What you should do:
From the entries below, copy every line that has the word "read".

Data for analysis:
◇ ◇ ◇

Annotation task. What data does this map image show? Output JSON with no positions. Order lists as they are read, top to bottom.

◇ ◇ ◇

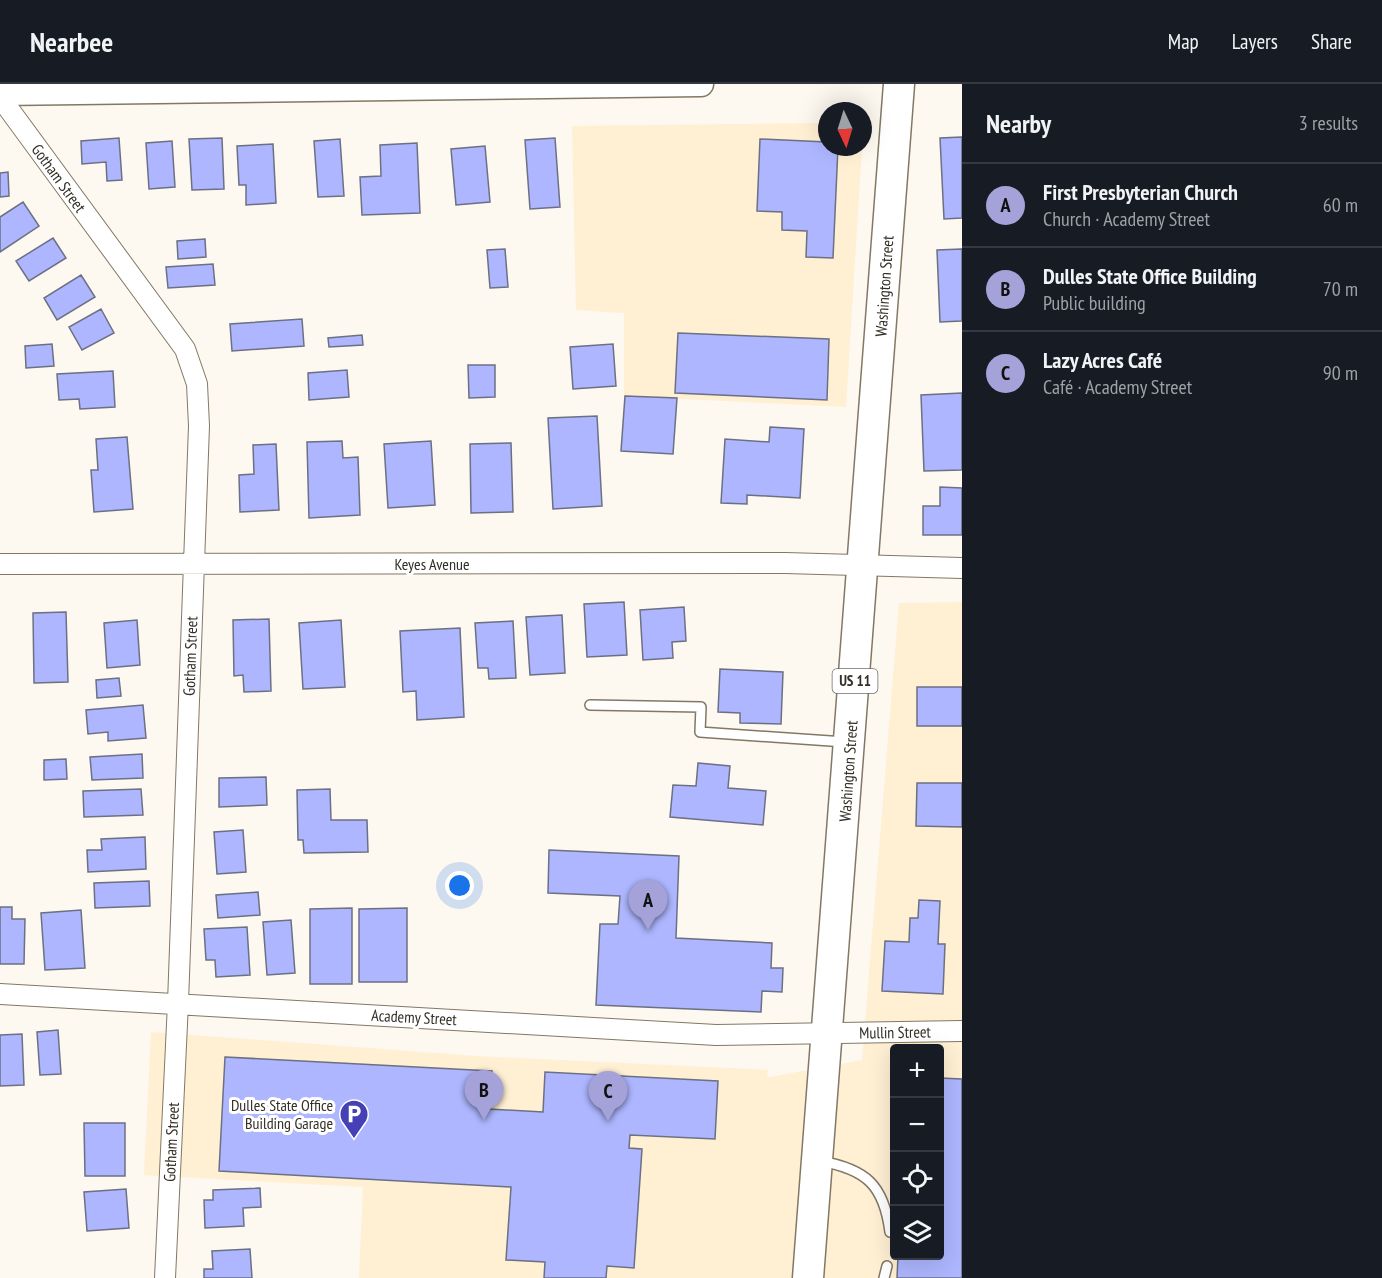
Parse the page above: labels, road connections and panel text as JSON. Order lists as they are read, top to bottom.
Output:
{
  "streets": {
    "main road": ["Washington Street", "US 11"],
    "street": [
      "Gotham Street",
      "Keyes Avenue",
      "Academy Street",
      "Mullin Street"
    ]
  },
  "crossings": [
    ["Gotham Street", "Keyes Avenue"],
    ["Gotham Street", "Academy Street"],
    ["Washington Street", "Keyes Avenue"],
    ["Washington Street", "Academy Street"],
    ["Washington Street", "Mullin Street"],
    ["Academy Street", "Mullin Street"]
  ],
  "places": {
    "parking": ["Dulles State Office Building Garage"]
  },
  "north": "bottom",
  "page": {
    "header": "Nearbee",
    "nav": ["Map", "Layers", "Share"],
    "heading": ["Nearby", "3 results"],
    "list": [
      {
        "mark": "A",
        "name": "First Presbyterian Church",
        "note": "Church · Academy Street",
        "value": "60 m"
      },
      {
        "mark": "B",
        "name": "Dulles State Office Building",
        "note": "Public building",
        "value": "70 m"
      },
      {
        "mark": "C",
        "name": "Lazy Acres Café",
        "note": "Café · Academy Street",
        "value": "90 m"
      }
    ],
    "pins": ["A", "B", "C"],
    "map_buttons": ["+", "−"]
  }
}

◇ ◇ ◇

Result of this exercise:
Annotation task. What data does this map image show? Output JSON with no positions. Order lists as they are read, top to bottom.
Parse the page above: labels, road connections and panel text as JSON. Order lists as they are read, top to bottom.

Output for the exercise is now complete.